--- START ---

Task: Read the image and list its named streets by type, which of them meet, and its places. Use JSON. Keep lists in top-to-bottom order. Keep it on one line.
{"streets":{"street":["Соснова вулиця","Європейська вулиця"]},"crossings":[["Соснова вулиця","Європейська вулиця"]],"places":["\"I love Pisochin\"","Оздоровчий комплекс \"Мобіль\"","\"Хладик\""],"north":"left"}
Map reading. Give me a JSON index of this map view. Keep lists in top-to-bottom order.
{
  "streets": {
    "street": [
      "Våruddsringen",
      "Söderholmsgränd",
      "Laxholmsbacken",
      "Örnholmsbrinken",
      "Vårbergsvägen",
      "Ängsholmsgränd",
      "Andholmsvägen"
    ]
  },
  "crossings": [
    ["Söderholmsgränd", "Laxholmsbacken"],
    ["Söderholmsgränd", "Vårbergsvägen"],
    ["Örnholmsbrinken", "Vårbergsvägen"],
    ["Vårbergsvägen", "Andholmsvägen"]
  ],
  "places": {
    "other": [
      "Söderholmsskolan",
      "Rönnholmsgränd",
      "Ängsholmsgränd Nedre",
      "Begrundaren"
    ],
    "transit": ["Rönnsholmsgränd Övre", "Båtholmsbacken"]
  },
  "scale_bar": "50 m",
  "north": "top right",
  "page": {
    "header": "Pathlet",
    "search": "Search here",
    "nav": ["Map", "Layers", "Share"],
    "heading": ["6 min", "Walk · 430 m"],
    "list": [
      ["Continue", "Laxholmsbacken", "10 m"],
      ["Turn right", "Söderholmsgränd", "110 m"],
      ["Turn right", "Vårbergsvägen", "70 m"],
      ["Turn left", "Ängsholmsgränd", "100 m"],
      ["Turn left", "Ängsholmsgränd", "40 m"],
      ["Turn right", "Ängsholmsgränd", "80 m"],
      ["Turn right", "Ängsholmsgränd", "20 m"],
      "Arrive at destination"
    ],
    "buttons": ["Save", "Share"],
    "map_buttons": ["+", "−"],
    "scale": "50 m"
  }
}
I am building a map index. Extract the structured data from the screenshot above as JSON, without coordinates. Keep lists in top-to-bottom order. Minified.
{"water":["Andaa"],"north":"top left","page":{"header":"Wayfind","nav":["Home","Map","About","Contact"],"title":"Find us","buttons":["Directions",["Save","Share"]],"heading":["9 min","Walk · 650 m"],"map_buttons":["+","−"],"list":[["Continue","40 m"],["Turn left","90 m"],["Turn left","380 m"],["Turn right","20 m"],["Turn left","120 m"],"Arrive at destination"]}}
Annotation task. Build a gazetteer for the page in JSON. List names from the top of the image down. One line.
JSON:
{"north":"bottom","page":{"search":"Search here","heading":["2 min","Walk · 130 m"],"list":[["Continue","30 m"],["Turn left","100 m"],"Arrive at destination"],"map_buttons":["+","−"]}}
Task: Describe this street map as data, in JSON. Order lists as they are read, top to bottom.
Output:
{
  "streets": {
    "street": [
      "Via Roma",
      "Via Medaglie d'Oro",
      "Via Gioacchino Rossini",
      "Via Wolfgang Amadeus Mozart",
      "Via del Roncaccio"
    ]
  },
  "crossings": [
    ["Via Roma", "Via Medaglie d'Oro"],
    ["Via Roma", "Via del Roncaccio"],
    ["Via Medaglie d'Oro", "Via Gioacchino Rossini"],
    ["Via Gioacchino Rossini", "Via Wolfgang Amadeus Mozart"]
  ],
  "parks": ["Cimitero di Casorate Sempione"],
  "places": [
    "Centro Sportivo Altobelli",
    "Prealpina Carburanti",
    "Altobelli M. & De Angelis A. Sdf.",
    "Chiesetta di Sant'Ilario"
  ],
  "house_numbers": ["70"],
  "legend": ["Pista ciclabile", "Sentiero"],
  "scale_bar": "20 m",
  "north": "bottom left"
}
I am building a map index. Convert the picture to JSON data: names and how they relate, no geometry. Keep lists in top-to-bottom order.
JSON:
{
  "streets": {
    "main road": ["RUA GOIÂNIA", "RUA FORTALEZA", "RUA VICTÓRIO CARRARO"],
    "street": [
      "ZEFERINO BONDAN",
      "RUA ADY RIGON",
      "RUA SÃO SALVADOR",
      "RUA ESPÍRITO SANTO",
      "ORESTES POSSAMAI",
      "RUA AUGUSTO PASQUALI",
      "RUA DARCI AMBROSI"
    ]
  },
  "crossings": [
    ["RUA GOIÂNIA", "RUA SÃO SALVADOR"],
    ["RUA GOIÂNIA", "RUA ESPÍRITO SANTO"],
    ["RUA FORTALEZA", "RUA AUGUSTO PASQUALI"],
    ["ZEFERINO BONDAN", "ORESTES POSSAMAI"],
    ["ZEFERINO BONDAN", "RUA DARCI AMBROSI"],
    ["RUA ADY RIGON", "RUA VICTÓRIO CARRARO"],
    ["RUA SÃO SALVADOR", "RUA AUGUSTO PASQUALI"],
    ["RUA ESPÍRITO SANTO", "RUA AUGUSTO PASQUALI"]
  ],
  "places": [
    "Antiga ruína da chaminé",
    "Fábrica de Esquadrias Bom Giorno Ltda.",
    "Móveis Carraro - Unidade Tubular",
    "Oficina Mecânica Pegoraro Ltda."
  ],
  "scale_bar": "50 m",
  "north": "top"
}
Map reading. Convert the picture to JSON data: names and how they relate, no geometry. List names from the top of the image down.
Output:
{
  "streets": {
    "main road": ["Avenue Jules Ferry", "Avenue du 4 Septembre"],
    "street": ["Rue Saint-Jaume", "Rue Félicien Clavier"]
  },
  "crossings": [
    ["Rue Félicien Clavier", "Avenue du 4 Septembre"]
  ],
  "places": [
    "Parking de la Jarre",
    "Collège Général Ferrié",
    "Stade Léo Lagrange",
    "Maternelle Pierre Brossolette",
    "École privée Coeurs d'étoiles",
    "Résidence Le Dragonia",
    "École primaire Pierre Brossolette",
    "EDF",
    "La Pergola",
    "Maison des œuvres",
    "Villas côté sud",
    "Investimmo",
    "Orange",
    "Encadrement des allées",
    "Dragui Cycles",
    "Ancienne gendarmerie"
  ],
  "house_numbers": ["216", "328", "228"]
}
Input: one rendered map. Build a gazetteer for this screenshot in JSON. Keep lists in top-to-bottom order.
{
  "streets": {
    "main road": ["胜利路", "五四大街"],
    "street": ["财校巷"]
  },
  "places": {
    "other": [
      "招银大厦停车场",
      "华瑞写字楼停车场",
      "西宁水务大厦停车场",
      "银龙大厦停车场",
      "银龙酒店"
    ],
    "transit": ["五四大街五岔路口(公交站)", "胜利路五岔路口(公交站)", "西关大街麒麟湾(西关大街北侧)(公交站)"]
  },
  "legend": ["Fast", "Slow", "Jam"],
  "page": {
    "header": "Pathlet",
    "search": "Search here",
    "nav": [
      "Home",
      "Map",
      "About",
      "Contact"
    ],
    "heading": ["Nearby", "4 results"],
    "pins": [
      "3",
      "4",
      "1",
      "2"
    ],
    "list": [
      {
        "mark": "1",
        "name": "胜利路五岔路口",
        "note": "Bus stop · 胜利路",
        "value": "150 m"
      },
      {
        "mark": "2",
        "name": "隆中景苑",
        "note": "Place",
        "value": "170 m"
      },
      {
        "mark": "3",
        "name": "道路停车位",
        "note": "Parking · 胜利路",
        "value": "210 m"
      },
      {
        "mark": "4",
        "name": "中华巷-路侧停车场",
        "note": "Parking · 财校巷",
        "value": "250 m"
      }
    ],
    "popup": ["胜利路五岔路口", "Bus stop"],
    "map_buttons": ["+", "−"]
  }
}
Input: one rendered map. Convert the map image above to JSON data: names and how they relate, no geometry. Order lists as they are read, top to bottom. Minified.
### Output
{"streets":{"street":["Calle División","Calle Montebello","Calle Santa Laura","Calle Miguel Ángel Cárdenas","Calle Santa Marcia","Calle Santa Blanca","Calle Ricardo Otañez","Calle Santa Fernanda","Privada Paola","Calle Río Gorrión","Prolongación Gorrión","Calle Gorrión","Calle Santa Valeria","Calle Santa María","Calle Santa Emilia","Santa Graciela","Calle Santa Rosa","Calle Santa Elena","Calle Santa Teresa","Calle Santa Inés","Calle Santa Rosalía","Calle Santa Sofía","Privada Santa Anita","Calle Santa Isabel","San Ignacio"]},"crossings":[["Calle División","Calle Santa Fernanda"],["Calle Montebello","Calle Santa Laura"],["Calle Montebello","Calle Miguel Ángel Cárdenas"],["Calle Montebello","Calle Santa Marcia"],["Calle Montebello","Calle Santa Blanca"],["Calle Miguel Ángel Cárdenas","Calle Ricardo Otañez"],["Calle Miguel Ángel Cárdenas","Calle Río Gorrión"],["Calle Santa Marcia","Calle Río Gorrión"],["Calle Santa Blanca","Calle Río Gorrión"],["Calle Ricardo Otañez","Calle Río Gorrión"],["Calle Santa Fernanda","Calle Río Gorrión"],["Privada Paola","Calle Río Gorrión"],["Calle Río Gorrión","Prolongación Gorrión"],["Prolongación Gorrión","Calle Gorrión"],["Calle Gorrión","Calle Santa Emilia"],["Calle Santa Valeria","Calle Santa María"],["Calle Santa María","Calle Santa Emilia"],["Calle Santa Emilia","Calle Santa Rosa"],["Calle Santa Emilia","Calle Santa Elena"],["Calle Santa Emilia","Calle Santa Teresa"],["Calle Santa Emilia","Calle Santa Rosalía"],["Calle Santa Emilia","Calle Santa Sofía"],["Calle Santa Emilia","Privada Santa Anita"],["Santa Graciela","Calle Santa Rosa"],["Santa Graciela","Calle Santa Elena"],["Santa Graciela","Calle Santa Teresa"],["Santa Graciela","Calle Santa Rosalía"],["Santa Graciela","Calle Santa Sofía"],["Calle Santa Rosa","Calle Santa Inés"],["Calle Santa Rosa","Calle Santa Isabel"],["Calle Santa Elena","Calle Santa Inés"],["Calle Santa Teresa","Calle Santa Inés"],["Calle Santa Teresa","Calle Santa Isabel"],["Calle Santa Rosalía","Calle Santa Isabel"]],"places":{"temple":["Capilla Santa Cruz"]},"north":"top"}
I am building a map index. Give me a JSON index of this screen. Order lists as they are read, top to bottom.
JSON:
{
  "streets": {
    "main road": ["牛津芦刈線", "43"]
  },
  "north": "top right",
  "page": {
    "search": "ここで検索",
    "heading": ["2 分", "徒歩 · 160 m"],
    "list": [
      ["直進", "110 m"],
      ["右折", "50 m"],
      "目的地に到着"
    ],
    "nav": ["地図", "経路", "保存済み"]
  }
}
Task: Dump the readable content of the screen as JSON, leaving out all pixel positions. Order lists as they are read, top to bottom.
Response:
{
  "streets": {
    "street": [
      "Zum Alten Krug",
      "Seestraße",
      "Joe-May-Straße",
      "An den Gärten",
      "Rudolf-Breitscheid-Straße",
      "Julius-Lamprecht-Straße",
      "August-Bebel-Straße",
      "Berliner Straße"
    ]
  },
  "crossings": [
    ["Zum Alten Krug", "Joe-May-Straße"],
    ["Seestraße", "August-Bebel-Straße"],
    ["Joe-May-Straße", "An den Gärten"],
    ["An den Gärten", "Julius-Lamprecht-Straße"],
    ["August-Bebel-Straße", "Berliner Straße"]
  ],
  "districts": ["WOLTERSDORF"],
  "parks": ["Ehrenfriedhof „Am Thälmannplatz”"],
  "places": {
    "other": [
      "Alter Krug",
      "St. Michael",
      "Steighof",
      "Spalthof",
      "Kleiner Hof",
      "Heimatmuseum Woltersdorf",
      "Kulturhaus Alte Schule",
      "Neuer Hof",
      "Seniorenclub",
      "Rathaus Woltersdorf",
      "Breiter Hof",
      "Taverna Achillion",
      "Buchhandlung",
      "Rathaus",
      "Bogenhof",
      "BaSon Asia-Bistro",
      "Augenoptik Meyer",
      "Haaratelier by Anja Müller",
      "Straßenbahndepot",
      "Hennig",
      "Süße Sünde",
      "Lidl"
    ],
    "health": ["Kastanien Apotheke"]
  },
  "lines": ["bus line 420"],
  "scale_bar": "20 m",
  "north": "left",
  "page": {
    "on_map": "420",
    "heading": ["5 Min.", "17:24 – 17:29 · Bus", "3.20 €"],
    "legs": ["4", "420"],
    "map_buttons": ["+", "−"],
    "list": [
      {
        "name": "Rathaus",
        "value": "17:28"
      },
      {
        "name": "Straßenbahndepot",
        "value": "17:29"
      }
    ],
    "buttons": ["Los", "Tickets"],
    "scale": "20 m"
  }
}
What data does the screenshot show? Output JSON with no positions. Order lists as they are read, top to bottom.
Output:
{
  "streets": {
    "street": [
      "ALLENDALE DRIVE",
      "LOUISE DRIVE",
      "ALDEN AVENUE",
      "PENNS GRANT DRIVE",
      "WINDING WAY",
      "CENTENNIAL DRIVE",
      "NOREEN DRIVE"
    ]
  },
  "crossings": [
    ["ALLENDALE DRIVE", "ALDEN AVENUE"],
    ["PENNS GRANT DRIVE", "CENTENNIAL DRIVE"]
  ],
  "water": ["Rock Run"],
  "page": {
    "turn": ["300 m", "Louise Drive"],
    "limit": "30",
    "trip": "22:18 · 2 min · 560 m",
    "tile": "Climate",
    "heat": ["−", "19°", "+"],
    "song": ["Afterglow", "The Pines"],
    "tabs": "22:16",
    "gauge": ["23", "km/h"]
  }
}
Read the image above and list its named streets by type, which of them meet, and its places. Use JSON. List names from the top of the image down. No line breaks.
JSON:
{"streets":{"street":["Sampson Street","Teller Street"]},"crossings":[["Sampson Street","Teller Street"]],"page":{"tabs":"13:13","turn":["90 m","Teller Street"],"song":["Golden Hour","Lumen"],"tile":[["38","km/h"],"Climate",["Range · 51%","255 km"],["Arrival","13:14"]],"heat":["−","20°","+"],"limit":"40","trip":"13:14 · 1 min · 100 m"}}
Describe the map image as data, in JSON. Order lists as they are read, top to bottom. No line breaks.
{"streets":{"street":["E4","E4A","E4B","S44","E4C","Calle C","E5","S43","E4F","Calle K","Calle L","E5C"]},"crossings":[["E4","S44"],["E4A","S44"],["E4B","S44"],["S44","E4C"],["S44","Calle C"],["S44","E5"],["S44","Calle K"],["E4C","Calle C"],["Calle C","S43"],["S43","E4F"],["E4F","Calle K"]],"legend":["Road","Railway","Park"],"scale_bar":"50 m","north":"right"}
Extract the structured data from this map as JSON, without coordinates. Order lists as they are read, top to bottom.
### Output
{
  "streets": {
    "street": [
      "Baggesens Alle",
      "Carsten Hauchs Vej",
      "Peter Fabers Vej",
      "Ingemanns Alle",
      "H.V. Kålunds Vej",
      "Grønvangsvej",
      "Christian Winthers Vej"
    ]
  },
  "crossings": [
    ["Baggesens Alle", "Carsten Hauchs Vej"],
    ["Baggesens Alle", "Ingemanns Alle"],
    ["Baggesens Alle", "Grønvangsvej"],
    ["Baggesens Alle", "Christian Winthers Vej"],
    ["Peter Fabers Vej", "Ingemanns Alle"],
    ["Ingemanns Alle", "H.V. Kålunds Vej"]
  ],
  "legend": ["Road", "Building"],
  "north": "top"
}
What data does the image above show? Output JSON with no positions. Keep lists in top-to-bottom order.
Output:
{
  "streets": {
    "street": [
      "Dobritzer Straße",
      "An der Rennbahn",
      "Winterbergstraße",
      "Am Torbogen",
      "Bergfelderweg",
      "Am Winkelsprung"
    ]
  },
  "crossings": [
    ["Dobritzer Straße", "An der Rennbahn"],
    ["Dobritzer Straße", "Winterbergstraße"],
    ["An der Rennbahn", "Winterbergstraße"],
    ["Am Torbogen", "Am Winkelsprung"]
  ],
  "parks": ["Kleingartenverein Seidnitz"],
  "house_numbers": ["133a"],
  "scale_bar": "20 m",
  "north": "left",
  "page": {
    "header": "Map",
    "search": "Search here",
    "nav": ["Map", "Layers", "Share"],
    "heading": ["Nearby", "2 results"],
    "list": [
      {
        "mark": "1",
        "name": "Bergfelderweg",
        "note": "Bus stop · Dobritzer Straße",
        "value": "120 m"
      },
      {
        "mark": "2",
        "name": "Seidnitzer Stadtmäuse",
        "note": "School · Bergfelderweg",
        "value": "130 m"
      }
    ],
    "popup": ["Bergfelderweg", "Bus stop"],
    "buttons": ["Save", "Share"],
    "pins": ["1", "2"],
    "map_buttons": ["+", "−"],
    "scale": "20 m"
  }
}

--- END ---

Instructions to follow: Give back, exactly as written, the stretch from the line with "Read the image above" through the line with "What data does the image", and no other lines from the records above.

Exercise output:
Read the image above and list its named streets by type, which of them meet, and its places. Use JSON. List names from the top of the image down. No line breaks.
JSON:
{"streets":{"street":["Sampson Street","Teller Street"]},"crossings":[["Sampson Street","Teller Street"]],"page":{"tabs":"13:13","turn":["90 m","Teller Street"],"song":["Golden Hour","Lumen"],"tile":[["38","km/h"],"Climate",["Range · 51%","255 km"],["Arrival","13:14"]],"heat":["−","20°","+"],"limit":"40","trip":"13:14 · 1 min · 100 m"}}
Describe the map image as data, in JSON. Order lists as they are read, top to bottom. No line breaks.
{"streets":{"street":["E4","E4A","E4B","S44","E4C","Calle C","E5","S43","E4F","Calle K","Calle L","E5C"]},"crossings":[["E4","S44"],["E4A","S44"],["E4B","S44"],["S44","E4C"],["S44","Calle C"],["S44","E5"],["S44","Calle K"],["E4C","Calle C"],["Calle C","S43"],["S43","E4F"],["E4F","Calle K"]],"legend":["Road","Railway","Park"],"scale_bar":"50 m","north":"right"}
Extract the structured data from this map as JSON, without coordinates. Order lists as they are read, top to bottom.
### Output
{
  "streets": {
    "street": [
      "Baggesens Alle",
      "Carsten Hauchs Vej",
      "Peter Fabers Vej",
      "Ingemanns Alle",
      "H.V. Kålunds Vej",
      "Grønvangsvej",
      "Christian Winthers Vej"
    ]
  },
  "crossings": [
    ["Baggesens Alle", "Carsten Hauchs Vej"],
    ["Baggesens Alle", "Ingemanns Alle"],
    ["Baggesens Alle", "Grønvangsvej"],
    ["Baggesens Alle", "Christian Winthers Vej"],
    ["Peter Fabers Vej", "Ingemanns Alle"],
    ["Ingemanns Alle", "H.V. Kålunds Vej"]
  ],
  "legend": ["Road", "Building"],
  "north": "top"
}
What data does the image above show? Output JSON with no positions. Keep lists in top-to-bottom order.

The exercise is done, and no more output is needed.